Guaidó défie Maduro avec l’aide humanitaire

Des Vénézuéliens photographiés mardi alors qu’ils traversaient la frontière entre leur pays et la Colombie.
Photo: Raul Arboleda Agence France-Presse Des Vénézuéliens photographiés mardi alors qu’ils traversaient la frontière entre leur pays et la Colombie.

L’opposant Juan Guaidó, reconnu président du Venezuela par une quarantaine de pays, a défié le chef de l’État en organisant l’arrivée d’une aide humanitaire internationale aux frontières du pays, un « prétexte » à une intervention militaire étrangère, estime Nicolás Maduro.

Mardi, le Parlement, seule institution contrôlée par l’opposition et présidée par M. Guaidó, a débattu d’un plan stratégique pour la distribution de nourriture et de médicaments envoyés vers la Colombie et le Brésil voisins, et une île des Caraïbes, en espérant les faire entrer dans le pays malgré l’opposition du gouvernement.

La Croix-Rouge vénézuélienne s’est dite prête à distribuer l’aide, mais une fois qu’elle sera au Venezuela.

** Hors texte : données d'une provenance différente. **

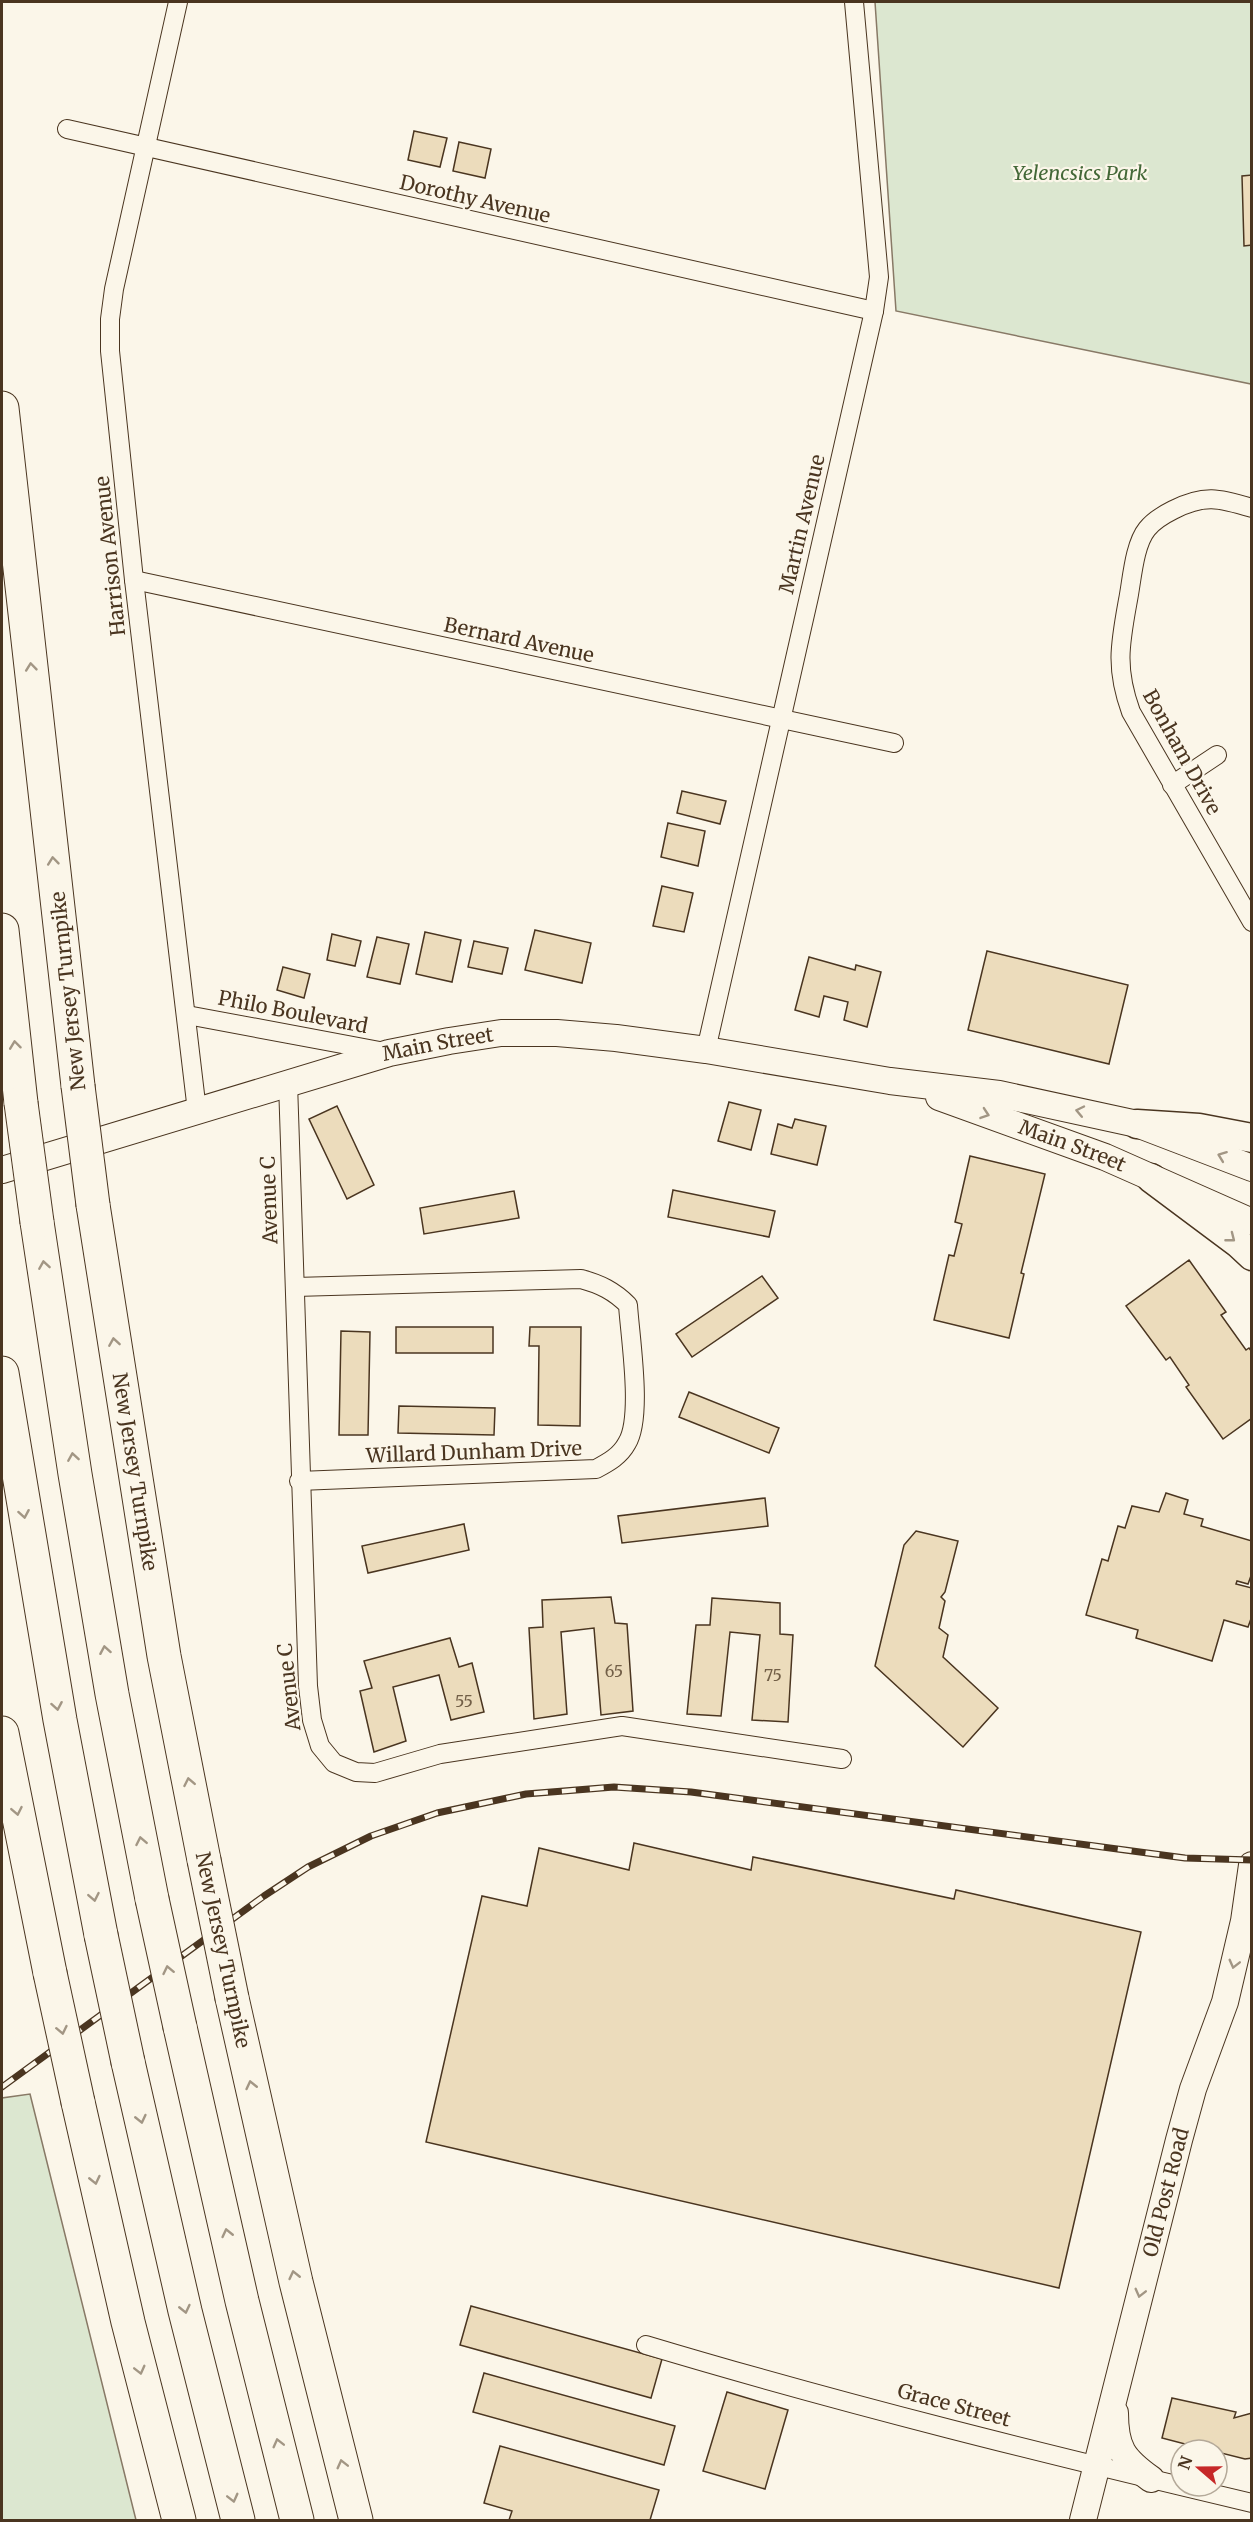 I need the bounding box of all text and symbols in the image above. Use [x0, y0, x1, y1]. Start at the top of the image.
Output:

Le régime Maduro « veut faire croire au monde entier que l’aide humanitaire est le moyen de dissimuler un « Marine » plié dans un carton pour qu’il puisse prendre le pouvoir par les armes. Ce n’est pas de ça qu’il s’agit […] il s’agit de sauver des vies humaines », a déclaré le député d’opposition Miguel Pizarro, chef de la commission parlementaire sur l’aide humanitaire.

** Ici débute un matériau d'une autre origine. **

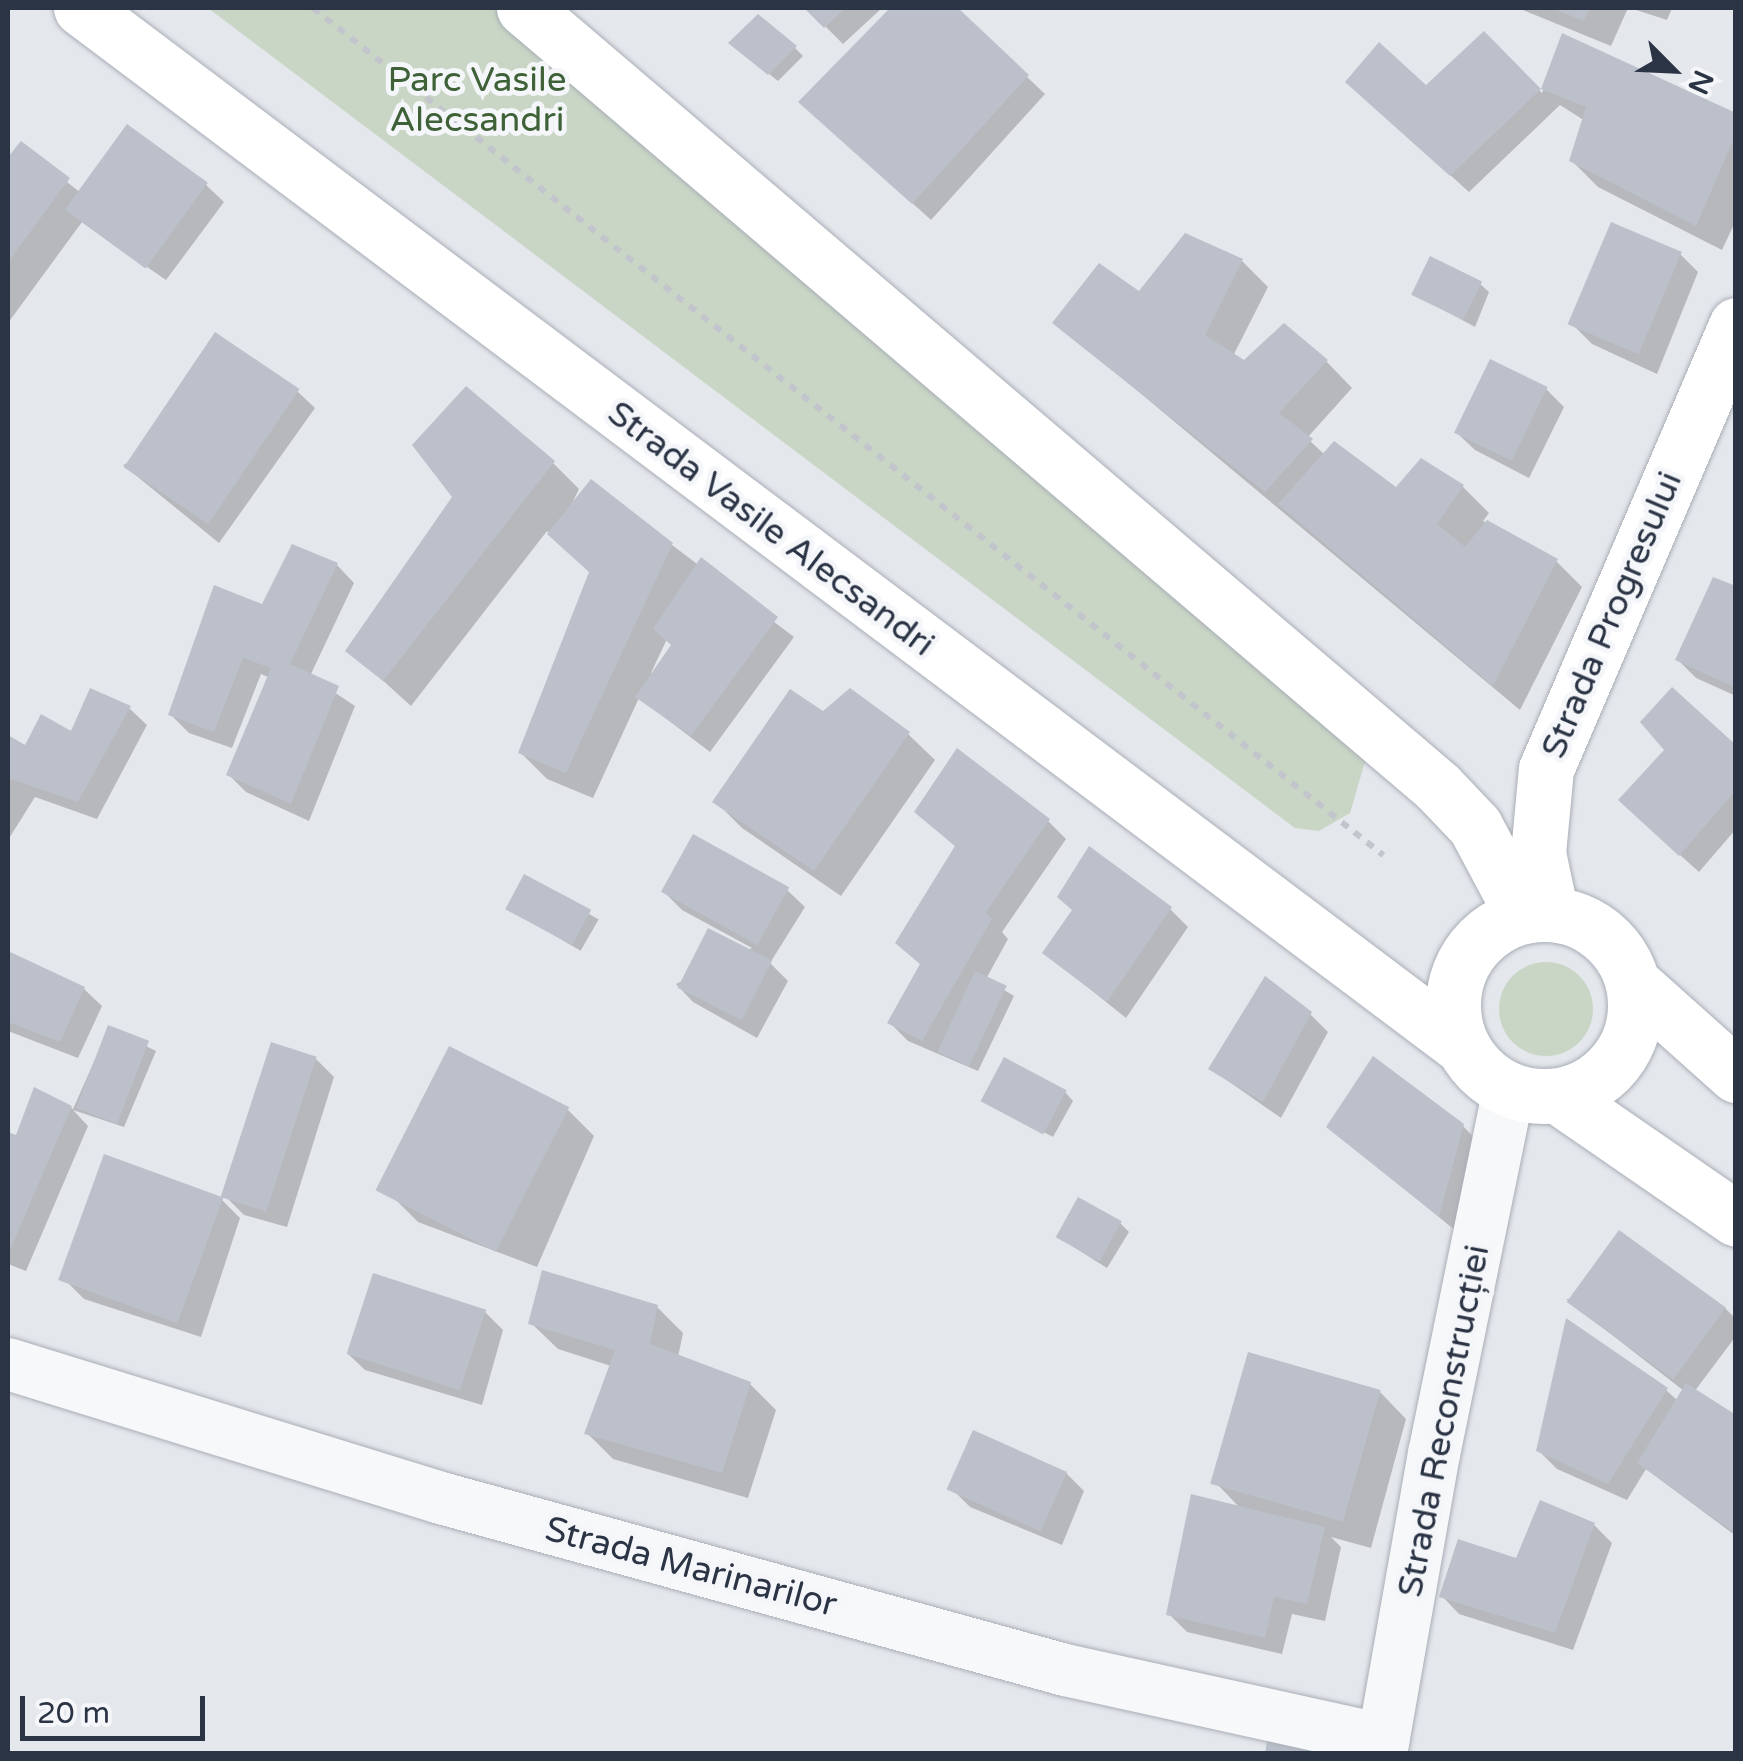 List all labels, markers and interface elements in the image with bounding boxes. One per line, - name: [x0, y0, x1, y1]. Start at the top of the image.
- north arrow: [1623, 20, 1723, 120]
- park label: Parc Vasile Alecsandri: [388, 59, 566, 141]
- text: N: [1680, 65, 1721, 99]
- street label: Strada Vasile Alecsandri: [599, 392, 943, 666]
- street label: Strada Progresului: [1533, 465, 1691, 765]
- street label: Strada Reconstrucției: [1389, 1241, 1499, 1601]
- street label: Strada Marinarilor: [541, 1508, 841, 1626]
- scale bar: [25, 1676, 210, 1738]
- text: 20 m: [37, 1695, 110, 1732]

Ici, au Venezuela, personne ne va entrer. Pas un soldat envahisseur.

Le gouvernement Trudeau a promis lundi une aide de 40 millions de dollars destinée au peuple vénézuélien, s’ajoutant aux 20 millions de dollars d’aide annoncés par Washington, qui n’écarte par ailleurs pas une intervention militaire. De son côté, l’Union européenne a débloqué mardi une aide de 5 millions d’euros (7,5 millions de dollars canadiens).

« Ici, au Venezuela, personne ne va entrer. Pas un soldat envahisseur », a répliqué le président Maduro, qui compte sur le soutien de la Russie, de la Chine, de la Turquie, de Cuba et de l’Iran. Le dirigeant socialiste accuse Washington — avec qui il a rompu ses relations diplomatiques — d’utiliser Juan Guaidó comme un « pantin » pour le chasser du pouvoir et mettre la main sur le pétrole vénézuélien. Il reproche également aux Européens de soutenir ces « plans putschistes ».

« Il y a entre 250 000 et 300 000 Vénézuéliens qui risquent de mourir. Cette première contribution est destinée à la population la plus vulnérable », a affirmé de son côté M. Guaidó.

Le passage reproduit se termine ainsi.